Saved data entries

++++++++++++++++++++

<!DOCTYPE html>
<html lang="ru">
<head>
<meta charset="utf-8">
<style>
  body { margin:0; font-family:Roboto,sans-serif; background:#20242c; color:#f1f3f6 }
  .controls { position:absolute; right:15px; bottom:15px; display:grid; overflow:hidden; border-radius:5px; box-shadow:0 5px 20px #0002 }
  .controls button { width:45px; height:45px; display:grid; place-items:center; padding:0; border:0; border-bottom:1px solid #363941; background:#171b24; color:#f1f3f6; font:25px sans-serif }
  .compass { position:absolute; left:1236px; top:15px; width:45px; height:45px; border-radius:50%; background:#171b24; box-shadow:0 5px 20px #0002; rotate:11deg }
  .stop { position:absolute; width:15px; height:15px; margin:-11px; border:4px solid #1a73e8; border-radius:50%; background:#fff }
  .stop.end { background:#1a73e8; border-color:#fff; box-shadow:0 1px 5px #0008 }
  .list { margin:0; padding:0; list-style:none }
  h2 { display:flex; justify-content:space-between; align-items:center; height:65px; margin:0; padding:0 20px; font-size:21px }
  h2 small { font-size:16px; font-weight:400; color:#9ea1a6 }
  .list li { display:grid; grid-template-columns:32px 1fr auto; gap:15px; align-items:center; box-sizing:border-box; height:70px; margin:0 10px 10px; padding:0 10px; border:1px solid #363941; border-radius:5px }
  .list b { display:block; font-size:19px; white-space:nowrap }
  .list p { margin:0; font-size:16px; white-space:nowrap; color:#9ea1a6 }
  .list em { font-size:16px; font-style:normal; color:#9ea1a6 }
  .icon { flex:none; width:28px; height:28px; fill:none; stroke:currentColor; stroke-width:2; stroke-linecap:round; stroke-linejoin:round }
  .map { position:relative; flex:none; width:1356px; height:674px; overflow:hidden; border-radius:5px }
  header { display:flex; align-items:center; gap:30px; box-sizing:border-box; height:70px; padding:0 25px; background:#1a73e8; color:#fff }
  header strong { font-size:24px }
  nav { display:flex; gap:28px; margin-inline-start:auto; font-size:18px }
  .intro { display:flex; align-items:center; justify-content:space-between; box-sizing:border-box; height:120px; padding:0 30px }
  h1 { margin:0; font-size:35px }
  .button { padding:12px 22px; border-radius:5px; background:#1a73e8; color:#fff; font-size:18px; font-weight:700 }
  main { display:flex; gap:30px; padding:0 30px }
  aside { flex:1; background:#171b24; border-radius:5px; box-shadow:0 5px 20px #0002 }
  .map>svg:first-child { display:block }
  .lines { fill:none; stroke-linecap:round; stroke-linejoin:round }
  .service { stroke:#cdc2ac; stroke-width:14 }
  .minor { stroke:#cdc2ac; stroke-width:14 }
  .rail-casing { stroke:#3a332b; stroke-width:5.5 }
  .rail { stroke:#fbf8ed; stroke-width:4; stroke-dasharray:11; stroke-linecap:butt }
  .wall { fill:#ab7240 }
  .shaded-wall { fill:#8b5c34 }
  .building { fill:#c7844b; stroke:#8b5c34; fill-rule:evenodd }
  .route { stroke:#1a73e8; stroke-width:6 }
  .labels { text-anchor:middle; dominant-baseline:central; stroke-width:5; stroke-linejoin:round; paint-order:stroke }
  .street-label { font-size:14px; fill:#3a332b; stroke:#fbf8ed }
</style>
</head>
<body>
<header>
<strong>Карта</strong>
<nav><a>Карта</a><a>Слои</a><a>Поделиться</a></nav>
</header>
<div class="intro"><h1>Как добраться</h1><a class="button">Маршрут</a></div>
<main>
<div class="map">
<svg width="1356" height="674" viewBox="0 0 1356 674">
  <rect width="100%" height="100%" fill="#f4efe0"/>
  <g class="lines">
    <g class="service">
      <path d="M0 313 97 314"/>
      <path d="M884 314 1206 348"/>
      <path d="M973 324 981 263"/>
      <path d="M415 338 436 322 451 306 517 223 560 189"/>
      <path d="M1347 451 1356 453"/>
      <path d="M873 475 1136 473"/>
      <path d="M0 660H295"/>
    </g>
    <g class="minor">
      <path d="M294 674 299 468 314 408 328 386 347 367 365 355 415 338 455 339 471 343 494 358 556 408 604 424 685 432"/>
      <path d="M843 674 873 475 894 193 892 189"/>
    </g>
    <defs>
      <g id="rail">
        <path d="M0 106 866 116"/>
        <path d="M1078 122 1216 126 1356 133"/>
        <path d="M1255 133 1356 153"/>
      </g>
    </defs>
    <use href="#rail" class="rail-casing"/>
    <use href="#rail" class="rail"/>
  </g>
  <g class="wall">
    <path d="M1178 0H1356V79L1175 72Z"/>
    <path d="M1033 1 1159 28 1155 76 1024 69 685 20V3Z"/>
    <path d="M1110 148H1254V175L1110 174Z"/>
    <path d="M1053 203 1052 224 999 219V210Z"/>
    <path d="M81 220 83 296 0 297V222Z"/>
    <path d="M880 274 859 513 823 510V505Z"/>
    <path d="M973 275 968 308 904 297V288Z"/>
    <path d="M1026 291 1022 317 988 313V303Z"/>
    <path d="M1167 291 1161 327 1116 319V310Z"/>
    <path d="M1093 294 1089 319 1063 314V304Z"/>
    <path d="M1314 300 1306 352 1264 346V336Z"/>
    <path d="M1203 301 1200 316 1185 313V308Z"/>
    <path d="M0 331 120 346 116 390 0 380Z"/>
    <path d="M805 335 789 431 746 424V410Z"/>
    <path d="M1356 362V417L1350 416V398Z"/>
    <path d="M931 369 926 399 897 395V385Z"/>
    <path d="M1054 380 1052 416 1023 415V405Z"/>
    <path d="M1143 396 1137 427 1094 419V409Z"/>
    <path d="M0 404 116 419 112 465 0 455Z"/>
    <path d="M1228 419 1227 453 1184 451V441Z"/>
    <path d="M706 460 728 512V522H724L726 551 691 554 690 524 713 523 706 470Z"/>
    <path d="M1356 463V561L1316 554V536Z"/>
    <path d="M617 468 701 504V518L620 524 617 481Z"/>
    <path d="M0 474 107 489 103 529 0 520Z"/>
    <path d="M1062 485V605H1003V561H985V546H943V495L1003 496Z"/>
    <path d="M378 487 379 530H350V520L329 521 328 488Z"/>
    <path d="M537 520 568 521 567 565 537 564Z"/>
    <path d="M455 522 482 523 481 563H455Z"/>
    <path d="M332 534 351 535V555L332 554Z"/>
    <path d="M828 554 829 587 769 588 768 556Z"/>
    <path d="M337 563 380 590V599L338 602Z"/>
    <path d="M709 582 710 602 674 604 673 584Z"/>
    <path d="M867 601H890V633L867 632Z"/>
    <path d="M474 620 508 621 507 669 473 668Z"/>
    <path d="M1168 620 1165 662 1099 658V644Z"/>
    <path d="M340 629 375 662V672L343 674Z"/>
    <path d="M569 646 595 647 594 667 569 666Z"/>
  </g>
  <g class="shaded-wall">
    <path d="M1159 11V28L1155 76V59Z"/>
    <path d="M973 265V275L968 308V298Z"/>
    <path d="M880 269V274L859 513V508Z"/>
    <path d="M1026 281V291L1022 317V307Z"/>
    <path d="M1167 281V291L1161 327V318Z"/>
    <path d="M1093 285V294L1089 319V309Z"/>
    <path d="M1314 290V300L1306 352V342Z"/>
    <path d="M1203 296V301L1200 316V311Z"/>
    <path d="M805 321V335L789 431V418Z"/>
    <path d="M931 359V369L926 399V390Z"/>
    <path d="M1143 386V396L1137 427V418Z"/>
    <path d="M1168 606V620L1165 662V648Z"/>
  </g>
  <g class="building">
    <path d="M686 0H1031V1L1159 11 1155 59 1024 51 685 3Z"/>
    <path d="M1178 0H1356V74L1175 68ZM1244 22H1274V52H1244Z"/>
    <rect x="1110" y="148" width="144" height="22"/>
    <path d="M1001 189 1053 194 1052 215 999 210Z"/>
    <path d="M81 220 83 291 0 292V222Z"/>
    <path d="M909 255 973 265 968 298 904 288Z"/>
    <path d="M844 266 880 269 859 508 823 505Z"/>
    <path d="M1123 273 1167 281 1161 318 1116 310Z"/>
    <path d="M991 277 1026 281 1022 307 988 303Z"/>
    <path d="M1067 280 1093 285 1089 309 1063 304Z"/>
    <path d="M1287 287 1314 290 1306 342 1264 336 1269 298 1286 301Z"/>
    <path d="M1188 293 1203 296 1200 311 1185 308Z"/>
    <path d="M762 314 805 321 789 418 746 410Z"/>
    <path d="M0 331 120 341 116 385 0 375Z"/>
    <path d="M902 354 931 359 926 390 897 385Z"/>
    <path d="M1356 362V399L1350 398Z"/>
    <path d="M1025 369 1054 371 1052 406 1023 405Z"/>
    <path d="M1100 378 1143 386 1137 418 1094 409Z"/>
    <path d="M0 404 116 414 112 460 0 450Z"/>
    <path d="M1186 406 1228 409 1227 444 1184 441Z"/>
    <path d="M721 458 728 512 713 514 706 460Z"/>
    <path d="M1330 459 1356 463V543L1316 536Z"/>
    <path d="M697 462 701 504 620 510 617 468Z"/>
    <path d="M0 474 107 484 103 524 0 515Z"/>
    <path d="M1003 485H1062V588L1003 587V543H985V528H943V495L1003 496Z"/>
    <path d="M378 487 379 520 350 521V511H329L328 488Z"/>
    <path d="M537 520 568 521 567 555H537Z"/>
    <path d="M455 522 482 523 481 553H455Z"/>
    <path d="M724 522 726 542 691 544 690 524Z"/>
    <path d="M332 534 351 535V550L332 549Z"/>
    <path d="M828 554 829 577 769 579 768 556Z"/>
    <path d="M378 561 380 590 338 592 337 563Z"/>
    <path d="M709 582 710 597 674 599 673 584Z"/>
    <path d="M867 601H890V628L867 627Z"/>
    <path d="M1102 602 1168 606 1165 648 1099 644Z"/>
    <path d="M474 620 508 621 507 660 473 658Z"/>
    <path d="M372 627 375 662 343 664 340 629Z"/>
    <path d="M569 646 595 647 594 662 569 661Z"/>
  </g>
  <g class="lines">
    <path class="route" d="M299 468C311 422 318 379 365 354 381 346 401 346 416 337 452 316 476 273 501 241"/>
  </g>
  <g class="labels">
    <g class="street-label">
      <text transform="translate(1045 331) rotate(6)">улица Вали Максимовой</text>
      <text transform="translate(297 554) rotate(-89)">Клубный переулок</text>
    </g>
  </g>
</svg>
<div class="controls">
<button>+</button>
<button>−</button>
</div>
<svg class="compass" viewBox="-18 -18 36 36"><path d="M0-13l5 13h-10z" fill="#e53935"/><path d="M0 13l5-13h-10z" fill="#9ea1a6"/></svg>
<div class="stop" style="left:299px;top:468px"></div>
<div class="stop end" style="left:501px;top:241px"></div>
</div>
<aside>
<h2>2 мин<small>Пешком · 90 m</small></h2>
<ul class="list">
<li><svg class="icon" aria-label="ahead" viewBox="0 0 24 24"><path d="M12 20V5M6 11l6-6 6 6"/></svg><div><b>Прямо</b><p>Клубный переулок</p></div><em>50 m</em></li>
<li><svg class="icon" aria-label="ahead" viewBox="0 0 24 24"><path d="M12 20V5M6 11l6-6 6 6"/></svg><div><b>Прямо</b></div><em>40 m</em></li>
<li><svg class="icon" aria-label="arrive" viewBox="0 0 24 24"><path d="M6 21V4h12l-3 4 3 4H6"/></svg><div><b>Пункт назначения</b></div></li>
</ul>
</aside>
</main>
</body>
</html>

++++++++++++++++++++

Nothing but the lines from the beginning of the records through the line with "position:absolute; right:15px; bottom:15px;" should appear, each printed exactly.

<!DOCTYPE html>
<html lang="ru">
<head>
<meta charset="utf-8">
<style>
  body { margin:0; font-family:Roboto,sans-serif; background:#20242c; color:#f1f3f6 }
  .controls { position:absolute; right:15px; bottom:15px; display:grid; overflow:hidden; border-radius:5px; box-shadow:0 5px 20px #0002 }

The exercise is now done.